--- Data to examine ---
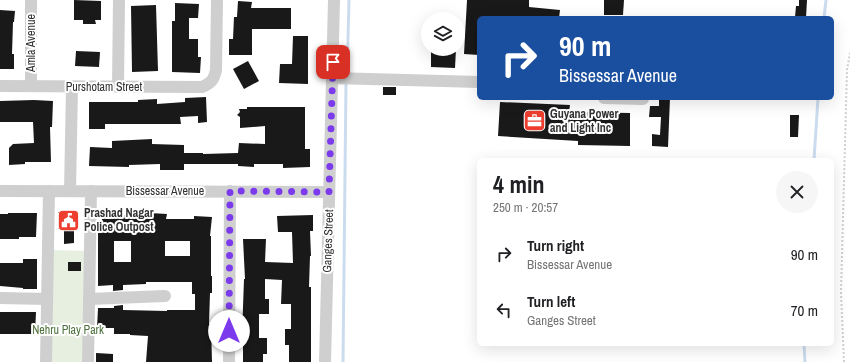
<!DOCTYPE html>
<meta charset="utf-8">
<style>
:root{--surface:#fff;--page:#f6f6f6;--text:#202124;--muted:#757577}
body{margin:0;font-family:"Archivo Narrow",sans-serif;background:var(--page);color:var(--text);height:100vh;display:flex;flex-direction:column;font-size:15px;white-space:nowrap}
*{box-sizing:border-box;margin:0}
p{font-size:13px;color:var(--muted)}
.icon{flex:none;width:22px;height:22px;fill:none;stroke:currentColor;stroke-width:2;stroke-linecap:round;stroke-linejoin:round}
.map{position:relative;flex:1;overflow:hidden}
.sheet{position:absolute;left:477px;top:158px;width:357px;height:188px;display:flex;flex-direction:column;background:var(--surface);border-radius:6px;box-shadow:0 4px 16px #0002}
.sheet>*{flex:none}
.banner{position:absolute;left:477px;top:16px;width:357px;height:84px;border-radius:6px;box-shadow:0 4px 16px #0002;background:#1a4fa0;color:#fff;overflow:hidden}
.tools{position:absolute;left:421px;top:12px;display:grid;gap:8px}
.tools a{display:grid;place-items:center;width:44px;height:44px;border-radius:50%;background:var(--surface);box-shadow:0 4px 16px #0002;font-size:20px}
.pin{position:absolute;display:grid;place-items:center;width:34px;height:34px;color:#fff;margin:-17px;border-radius:8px;box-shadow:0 2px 6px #0006}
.me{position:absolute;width:44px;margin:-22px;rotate:0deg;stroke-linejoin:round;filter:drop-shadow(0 0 3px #0008)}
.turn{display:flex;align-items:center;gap:14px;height:84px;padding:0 16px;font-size:18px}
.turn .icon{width:52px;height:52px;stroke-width:2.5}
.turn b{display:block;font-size:28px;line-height:34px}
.round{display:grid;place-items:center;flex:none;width:42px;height:42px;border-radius:21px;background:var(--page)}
.summary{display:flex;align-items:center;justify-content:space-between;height:68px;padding:0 16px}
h1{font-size:24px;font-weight:800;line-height:30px}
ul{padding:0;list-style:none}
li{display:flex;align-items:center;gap:12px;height:56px;padding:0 16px}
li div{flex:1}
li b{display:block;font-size:15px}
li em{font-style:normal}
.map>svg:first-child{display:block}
.green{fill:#e6efe0}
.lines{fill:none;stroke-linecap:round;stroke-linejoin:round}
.stream{stroke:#ccdcef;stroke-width:3}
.building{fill:#191919;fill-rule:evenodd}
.path{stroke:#cfcfcf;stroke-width:2;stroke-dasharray:2 2;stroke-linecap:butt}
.minor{stroke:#cfcfcf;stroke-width:12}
.route{stroke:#7c3aed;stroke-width:7;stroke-dasharray:0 12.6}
.labels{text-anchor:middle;stroke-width:4;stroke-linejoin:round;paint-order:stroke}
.street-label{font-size:12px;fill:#323232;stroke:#fff}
.poi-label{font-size:12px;font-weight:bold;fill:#323232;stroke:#fff;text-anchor:start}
.park-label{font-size:12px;fill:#4d703c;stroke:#fff}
</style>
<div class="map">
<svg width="850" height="362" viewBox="0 0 850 362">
<rect width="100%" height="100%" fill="#fff"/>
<polygon class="green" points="48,250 90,251 88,362 46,362"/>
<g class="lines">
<g class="stream">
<polyline points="824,18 826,0"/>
<polyline points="347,76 349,0"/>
<polyline points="814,160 818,98"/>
<polyline points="804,344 805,362"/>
<polyline points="343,362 346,82"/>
</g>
</g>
<g class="building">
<polygon points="74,0 101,1 101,20 95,20 96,24 83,24 83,20 74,20"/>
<polygon points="467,0 529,0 529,7 560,10 559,18 479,18 479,55 464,54"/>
<polygon points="604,0 624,0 623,15 604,15"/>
<polygon points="799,0 807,0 806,18 795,17 796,6 799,6"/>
<polygon points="238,1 252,2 251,8 291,8 291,29 252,29 252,55 229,55 229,39 233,39 234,17 237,17"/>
<polygon points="175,3 199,4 198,18 189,18 189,39 198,39 198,57 201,57 200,73 172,72 172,21 175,21"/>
<polygon points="156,5 158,71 132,72 131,6"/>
<polygon points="0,10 15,11 14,22 13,22 12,54 14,54 14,69 0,69"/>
<polygon points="293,36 308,36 308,84 279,83 280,64 292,64"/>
<polygon points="431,49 456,49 455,68 431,67"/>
<polygon points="76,51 100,52 99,67 75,66"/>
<polygon points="248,61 259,81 244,89 233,69"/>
<rect x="383" y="87" width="13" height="8"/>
<polygon points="206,97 207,122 198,123 198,116 180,117 181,124 105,124 105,129 89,129 89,102 138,102 138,100 157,99 157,104 185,102 185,98"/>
<polygon points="659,98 670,98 668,147 652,146 652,134 660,135 661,117 649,117 650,106 659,106"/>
<polygon points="34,100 53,101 52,127 50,127 51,162 25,162 25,164 9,165 9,148 13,144 34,143 33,122 0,122 0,101"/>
<polygon points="500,102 570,105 569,112 630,113 630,146 578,145 578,141 498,136"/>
<polygon points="247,107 305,107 305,149 310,149 310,167 283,168 283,164 254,164 254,167 238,166 238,164 184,164 184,170 160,170 160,164 129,165 129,167 89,166 90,147 112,148 112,141 152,139 152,144 184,145 184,153 203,153 203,154 238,153 239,143 265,144 265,126 240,128 240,117 237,115 240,112 239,109 247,109"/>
<polygon points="790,115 799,115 798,137 790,137"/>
<polygon points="58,212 78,212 78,229 74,229 74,243 64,244 64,229 58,229"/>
<polygon points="8,213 37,213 36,237 19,237 19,239 0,239 0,214 8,214"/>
<path d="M150 213 167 214 166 219H194V216L212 217 210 236H211V276H212V293H210L209 324H211L212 362H146L148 336 130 335V334H114V328H97L98 308H114V306L123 305V310L167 311V310H195V294H192V282H146V284L123 285V290L113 291V285L98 286V226H102V217H116V215H129V217L149 218ZM114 241H131V262H114ZM165 241H190V256H165Z"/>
<polygon points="313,215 313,231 310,231 311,256 310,256 309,287 311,287 311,362 289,362 289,345 285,345 285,329 291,329 291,304 281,304 282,280 265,279 265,299 269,299 269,314 259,314 259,338 267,338 267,354 263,354 263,362 243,362 243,335 242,335 244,279 245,279 243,239 266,239 265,262 293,263 292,232 278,232 277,216"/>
<polygon points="23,259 37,259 37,289 23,289 23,288 0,286 0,263 23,263"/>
<rect x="68" y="262" width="13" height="9"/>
<polygon points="0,312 36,312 35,334 0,334"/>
<polygon points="96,353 113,354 113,362 96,362"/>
</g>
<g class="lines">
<polyline class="path" points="844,362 841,292 847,70 850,53"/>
<g class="minor">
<polyline points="31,0 31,85"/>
<polyline points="332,78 479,82"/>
<path d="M0 86 202 87C211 83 214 80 216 70L217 0"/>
<polyline points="118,86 119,0"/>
<polyline points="604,98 643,99"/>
<polyline points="0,191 329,192"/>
<polyline points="70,191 72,87"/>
<polyline points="0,298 47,299"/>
<polyline points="89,299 165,296"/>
<polyline points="46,362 49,191"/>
<polyline points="88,362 91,191"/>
<polyline points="229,362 230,191"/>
<polyline points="325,362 334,0"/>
</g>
</g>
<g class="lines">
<polyline class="route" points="229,331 230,191 329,192 333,62"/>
</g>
<defs>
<symbol id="office-square" viewBox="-11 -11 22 22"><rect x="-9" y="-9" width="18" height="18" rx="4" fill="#ed3e2f" stroke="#fff"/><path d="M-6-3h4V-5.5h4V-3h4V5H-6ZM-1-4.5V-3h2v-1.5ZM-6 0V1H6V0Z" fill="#fff"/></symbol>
<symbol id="civic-square" viewBox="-11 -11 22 22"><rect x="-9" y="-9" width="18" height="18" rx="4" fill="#ed3e2f" stroke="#fff"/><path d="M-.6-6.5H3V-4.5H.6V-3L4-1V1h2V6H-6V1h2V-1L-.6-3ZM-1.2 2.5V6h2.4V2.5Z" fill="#fff"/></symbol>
</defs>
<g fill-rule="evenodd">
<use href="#office-square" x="522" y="108" width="25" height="25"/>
<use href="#civic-square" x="56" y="208" width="25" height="25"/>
</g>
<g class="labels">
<g class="street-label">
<text transform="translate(31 43) rotate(-90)" y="4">Amla Avenue</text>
<text x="104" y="91">Purshotam Street</text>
<text x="165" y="195">Bissessar Avenue</text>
<text transform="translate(328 241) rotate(-88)" y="4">Ganges Street</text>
</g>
<g class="poi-label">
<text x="550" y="118">Guyana Power<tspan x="550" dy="14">and Light Inc</tspan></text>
<text x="84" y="217">Prashad Nagar<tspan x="84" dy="14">Police Outpost</tspan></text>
</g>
<g class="park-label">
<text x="68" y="334">Nehru Play Park</text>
</g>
</g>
</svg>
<div class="tools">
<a><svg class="icon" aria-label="layers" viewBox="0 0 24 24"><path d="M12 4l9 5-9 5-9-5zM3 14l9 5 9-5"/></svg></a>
</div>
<div class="pin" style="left:333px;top:62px;background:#d93025"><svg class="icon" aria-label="arrive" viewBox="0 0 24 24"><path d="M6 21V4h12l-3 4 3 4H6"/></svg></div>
<svg class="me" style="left:229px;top:331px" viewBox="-20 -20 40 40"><circle r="19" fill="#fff"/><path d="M0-13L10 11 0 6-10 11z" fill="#7c3aed"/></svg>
<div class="banner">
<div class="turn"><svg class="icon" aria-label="right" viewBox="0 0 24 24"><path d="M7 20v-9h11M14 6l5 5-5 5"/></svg><div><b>90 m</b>Bissessar Avenue</div></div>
</div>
<section class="sheet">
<div class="summary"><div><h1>4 min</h1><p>250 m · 20:57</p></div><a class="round"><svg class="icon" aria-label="close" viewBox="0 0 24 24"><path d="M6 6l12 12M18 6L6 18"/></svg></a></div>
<ul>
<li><svg class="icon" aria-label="right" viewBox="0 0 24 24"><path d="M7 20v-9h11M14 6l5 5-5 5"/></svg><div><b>Turn right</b><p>Bissessar Avenue</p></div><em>90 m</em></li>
<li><svg class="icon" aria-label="left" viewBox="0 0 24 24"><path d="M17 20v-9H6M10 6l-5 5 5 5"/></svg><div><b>Turn left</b><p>Ganges Street</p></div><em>70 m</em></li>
</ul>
</section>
</div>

--- Your task ---
Search the listing above for lines containing "tools", and copy them.

--- Output below ---
.tools{position:absolute;left:421px;top:12px;display:grid;gap:8px}
.tools a{display:grid;place-items:center;width:44px;height:44px;border-radius:50%;background:var(--surface);box-shadow:0 4px 16px #0002;font-size:20px}
<div class="tools">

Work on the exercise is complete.